WHAT THE TASK ASKS -> The full listing, word for word and free of images, is the expected result.

DATASET EXTRACT ->
**********

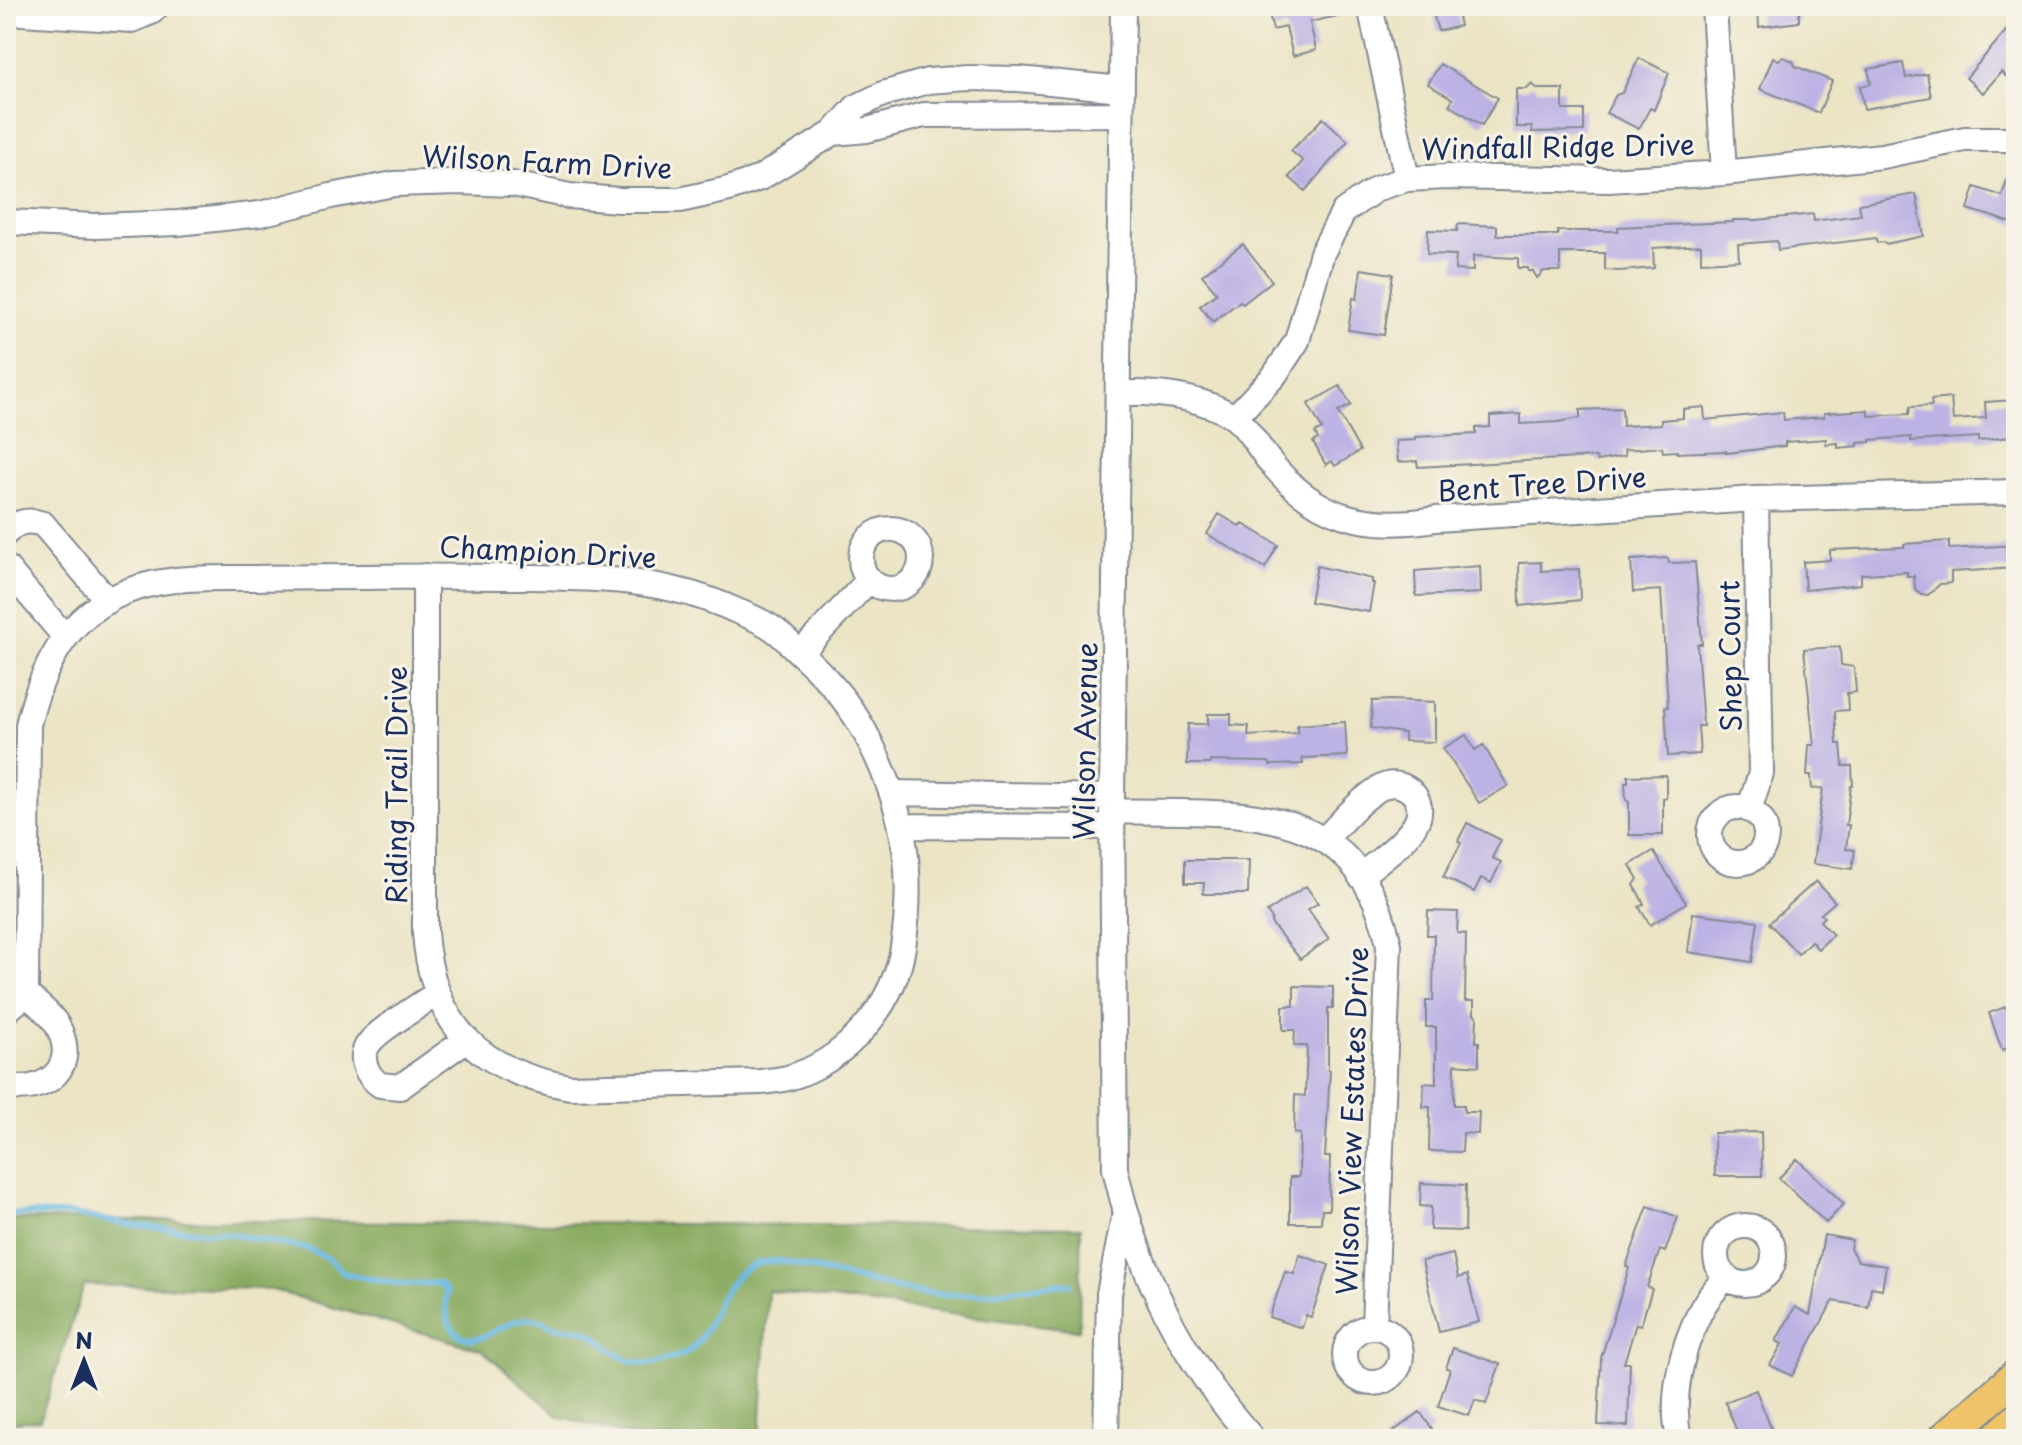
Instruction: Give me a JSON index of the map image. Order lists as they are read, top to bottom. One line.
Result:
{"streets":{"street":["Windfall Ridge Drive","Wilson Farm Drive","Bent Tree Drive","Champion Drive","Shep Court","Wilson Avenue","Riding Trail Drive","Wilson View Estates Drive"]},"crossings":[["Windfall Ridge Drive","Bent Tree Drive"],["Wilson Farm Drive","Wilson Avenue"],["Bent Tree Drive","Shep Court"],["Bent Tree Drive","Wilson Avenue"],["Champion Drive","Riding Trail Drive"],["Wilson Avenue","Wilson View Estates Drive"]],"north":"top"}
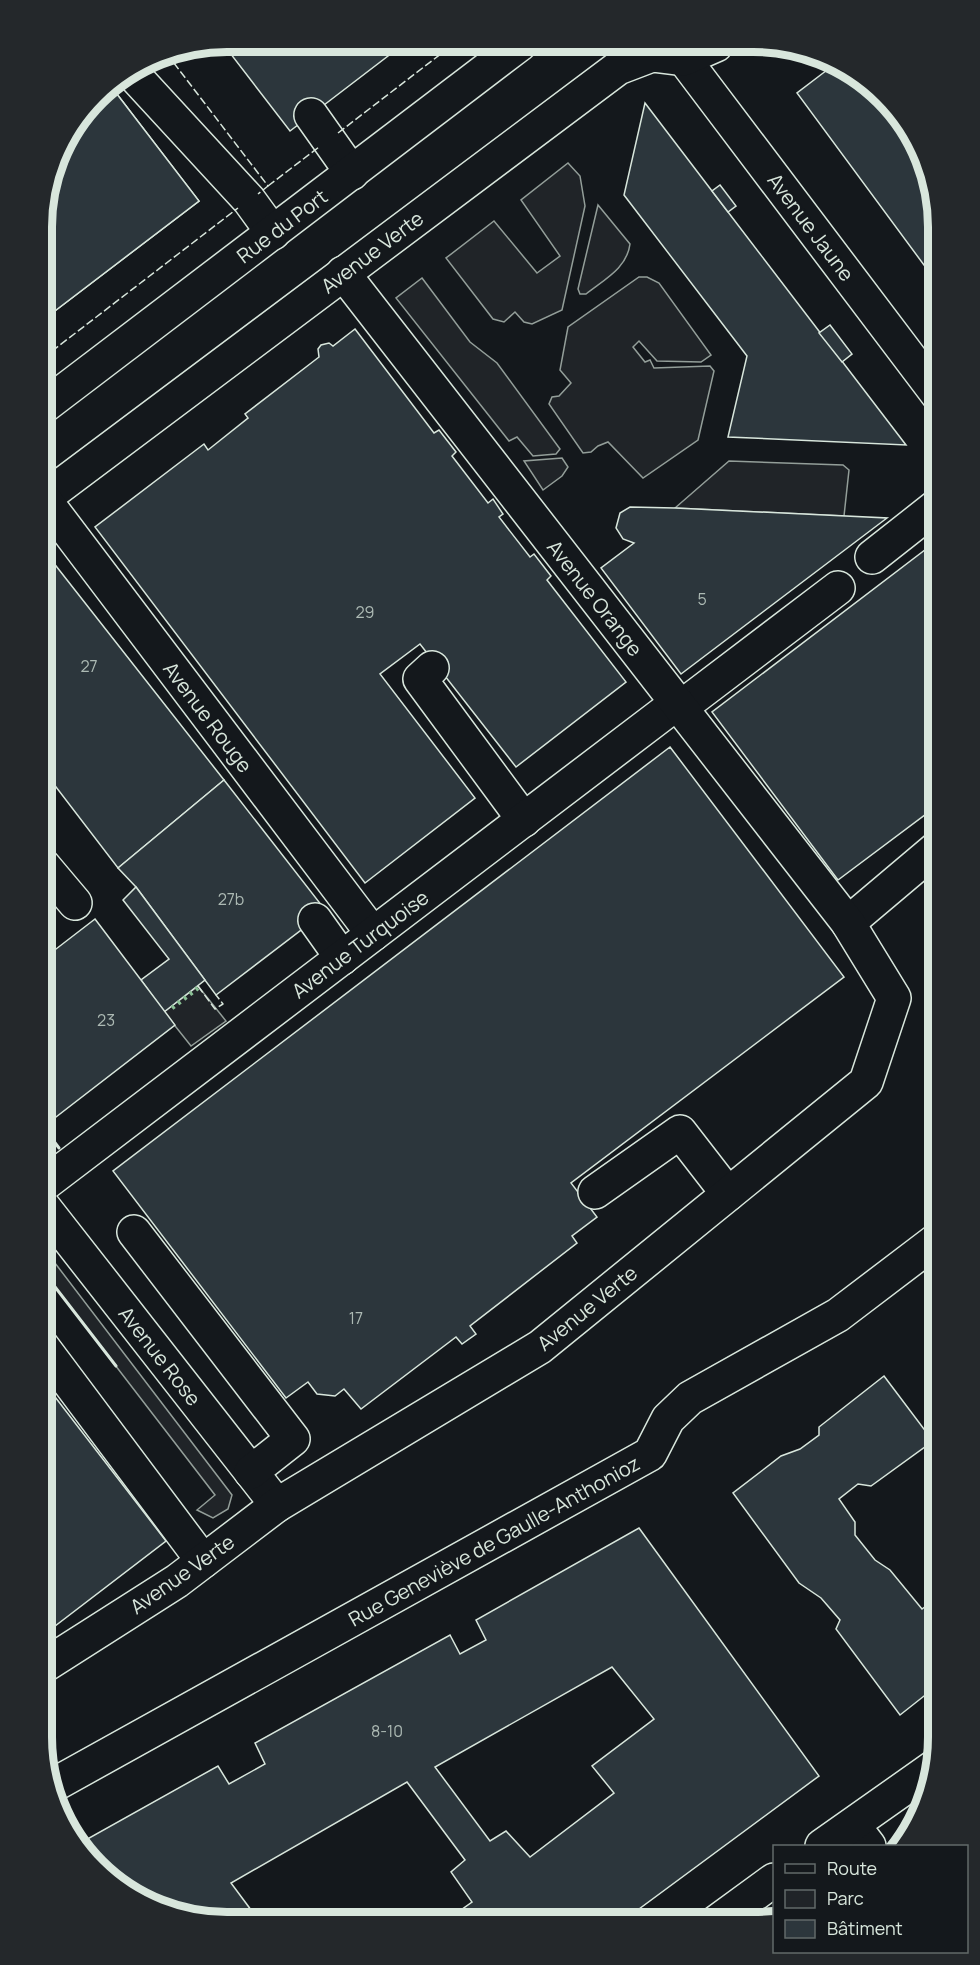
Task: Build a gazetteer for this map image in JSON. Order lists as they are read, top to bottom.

**********

ANSWER TO THE PROBLEM ->
Instruction: Give me a JSON index of the map image. Order lists as they are read, top to bottom. One line.
Result:
{"streets":{"street":["Windfall Ridge Drive","Wilson Farm Drive","Bent Tree Drive","Champion Drive","Shep Court","Wilson Avenue","Riding Trail Drive","Wilson View Estates Drive"]},"crossings":[["Windfall Ridge Drive","Bent Tree Drive"],["Wilson Farm Drive","Wilson Avenue"],["Bent Tree Drive","Shep Court"],["Bent Tree Drive","Wilson Avenue"],["Champion Drive","Riding Trail Drive"],["Wilson Avenue","Wilson View Estates Drive"]],"north":"top"}
Task: Build a gazetteer for this map image in JSON. Order lists as they are read, top to bottom.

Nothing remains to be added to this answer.